Apart from Anwar Sadat and the kings of Morocco and a few relatively enlightened people in the Persian Gulf, no Arab leader has really accepted the legitimacy of the Jewish state, despite promises at Oslo and elsewhere, and this was confirmed by Mahmoud Abbas in his address to the U.N. a few weeks ago. Every agreement except the Sinai-Suez Camp David agreement with Sadat (who was rewarded with assassination by the Muslim Brotherhood, now contending with the military for control in Egypt) has been designed to exploit Israel’s desire for peace with promises of what amounted to a truce, in exchange for concessions on the ground by Israel. And a vast swath of world opinion, partly thirsting for Arab oil, has cravenly accepted this protracted Arab confidence trick: land for a truce that is cancelable without notice.

The European efforts in the Middle East since the Balfour Declaration have not achieved anything useful except the repulse of Rommel’s Afrika Korps, and for decades have consisted of nothing except to await American proposals and then make suggestions more favorable to the Arabs. The Obama administration (which tried to pretend the Bush-Sharon settlements agreement was not binding), is part of the problem and not of the solution. Israel has demonstrated, in the Sinai and in Gaza, that it will give up settlements for real peace (though it did not achieve it on the latter occasion).

Israel should not make any more tangibly unrequited concessions, no matter what happens in Egypt, and whatever the histrionics of the Turkish government. The Turks could actually be useful, as they are always more reasonable than the Arabs, and have historically been well disposed to the Jews. Israel should refrain from interdicting the West Bank’s strong economic-growth rate, which it has wisely facilitated. When the Palestinians become prosperous, as is starting to happen, they will become more interested in resolving the problem, if the useful (to the aspiring Arab genocidists) idiots among the Western powers stop being so credulous.

It is the possibility that Hamas will deal with Israel and that all sides realize that Israel really can’t be pushed any further (despite a defeatist mainstream media), that the West can’t or won’t try to push it any further, and that Palestinian statehood will be vetoed at the U.N. by the U.S. despite Obama’s flirtations with the Muslims, that creates hope that unconditional talks may finally proceed.
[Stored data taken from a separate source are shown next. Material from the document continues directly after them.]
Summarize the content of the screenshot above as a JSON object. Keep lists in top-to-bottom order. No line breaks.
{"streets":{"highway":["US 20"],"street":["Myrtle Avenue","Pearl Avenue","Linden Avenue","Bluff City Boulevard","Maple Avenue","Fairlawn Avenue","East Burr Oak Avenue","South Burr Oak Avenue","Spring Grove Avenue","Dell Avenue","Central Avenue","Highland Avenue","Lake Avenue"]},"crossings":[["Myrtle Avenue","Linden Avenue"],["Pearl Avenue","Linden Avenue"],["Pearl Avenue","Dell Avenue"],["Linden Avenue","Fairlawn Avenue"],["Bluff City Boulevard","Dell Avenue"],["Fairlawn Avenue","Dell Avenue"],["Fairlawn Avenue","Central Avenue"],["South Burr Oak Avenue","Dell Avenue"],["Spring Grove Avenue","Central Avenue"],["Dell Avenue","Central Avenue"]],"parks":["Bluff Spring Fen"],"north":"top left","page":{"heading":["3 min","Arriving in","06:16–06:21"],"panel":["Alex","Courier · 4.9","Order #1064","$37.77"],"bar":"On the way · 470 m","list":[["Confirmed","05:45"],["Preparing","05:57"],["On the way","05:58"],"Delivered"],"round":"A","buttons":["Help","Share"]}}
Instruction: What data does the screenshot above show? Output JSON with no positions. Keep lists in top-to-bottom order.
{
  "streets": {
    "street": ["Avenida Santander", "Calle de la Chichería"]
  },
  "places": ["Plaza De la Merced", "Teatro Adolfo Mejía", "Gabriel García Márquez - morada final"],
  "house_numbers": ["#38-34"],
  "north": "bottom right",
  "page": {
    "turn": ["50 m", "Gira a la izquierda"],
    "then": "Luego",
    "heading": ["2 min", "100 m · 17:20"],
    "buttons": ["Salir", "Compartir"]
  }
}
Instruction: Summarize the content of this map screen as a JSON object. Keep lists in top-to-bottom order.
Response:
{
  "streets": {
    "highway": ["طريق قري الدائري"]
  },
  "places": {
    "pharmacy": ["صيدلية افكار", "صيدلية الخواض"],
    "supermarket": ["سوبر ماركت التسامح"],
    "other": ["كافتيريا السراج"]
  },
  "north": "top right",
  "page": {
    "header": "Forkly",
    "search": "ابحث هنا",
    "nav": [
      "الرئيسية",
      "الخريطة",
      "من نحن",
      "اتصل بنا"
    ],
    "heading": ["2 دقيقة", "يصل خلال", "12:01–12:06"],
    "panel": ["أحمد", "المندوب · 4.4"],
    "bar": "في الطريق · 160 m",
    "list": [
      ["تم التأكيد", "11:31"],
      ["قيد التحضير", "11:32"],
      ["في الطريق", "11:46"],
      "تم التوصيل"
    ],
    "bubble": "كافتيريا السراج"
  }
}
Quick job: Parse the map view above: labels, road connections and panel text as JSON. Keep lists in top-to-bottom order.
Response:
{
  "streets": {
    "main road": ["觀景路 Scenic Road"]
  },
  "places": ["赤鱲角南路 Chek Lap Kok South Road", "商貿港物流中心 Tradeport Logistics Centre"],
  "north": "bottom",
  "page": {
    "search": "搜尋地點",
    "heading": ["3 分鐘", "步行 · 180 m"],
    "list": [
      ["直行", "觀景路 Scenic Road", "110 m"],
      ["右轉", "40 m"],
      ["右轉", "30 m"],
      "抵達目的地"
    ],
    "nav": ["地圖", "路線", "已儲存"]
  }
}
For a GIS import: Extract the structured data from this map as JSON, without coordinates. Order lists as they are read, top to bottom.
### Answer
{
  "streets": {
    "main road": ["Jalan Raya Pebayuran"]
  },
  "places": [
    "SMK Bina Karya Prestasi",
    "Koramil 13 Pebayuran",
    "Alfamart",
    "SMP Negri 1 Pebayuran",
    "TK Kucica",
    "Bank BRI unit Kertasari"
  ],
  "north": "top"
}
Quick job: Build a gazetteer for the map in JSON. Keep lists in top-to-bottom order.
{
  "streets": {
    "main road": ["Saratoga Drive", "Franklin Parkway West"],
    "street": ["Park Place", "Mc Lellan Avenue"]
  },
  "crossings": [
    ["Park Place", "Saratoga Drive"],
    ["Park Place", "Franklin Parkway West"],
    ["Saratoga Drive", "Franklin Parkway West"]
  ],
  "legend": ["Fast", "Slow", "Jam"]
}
The outline agreement has been there for at least a decade: a narrower West Bank with a secure connection to a deeper Gaza, a sensible division of Jerusalem, and two states at last with Palestinians free to return to Palestine.

Peace will come when both parties who were promised a homeland in the same place have one, and the Palestinians have something to lose if they continue to be cannon fodder for their cynical Arab brothers.